___ Input ___

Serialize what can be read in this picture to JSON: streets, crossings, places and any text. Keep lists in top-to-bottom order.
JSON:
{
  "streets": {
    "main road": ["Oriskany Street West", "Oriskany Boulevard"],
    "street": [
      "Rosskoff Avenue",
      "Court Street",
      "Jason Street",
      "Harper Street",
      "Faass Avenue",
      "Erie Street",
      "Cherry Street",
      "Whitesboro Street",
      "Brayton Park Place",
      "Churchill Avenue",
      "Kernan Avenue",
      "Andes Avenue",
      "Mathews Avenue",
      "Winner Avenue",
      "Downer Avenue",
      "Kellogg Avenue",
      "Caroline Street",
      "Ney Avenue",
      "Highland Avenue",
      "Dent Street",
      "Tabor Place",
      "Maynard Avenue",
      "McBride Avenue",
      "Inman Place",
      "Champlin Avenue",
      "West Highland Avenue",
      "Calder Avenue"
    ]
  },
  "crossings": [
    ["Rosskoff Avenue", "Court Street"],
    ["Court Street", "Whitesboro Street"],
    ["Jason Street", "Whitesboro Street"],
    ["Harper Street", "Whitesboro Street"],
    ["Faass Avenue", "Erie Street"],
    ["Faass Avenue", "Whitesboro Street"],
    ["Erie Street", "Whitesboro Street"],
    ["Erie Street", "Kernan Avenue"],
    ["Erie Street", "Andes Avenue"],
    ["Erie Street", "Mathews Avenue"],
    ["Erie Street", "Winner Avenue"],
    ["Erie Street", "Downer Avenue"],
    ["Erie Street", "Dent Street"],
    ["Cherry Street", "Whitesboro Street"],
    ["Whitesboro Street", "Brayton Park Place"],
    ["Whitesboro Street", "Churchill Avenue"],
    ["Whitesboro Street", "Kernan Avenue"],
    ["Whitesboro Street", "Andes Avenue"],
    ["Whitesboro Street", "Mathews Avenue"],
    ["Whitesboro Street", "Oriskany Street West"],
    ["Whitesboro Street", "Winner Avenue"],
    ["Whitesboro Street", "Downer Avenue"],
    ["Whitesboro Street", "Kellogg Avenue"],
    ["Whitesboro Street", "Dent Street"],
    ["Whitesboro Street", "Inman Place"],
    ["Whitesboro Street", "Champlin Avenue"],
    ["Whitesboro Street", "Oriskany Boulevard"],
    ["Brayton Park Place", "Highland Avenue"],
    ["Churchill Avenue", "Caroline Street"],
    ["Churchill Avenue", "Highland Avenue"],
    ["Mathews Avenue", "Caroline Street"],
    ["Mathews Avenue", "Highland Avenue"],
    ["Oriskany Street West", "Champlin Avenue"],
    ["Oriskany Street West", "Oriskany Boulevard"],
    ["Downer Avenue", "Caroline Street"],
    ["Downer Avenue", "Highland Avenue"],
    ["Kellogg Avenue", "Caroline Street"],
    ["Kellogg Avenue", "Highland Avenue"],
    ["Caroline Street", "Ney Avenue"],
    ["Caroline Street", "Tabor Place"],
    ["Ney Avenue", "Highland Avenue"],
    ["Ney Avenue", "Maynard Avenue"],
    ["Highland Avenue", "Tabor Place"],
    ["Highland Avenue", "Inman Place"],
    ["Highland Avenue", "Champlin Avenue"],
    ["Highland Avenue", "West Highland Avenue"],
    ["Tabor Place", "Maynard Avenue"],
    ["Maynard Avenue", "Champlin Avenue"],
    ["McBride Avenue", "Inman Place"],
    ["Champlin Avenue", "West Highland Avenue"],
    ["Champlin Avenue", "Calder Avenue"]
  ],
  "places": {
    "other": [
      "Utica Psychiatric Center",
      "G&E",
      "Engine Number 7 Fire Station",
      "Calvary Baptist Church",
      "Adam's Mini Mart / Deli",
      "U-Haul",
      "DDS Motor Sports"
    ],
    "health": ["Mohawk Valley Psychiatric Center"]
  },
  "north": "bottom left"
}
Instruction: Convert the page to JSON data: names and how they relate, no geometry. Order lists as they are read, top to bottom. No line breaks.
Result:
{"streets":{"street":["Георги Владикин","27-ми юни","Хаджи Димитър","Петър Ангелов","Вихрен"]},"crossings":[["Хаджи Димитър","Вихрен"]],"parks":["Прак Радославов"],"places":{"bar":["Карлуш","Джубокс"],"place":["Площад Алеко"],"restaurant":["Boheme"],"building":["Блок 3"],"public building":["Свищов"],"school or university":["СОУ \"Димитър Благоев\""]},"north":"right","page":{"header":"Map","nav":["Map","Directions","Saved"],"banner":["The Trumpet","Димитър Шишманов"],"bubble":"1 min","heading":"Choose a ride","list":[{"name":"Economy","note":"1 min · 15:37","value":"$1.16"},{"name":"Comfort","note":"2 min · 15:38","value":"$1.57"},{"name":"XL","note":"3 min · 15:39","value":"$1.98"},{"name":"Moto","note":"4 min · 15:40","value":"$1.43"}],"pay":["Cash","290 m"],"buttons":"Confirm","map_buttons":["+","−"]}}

___

» Your assignment
Filter the entries down to the lines with the word "Kellogg" in them, and copy those lines.

» Result of the task
      "Kellogg Avenue",
    ["Whitesboro Street", "Kellogg Avenue"],
    ["Kellogg Avenue", "Caroline Street"],
    ["Kellogg Avenue", "Highland Avenue"],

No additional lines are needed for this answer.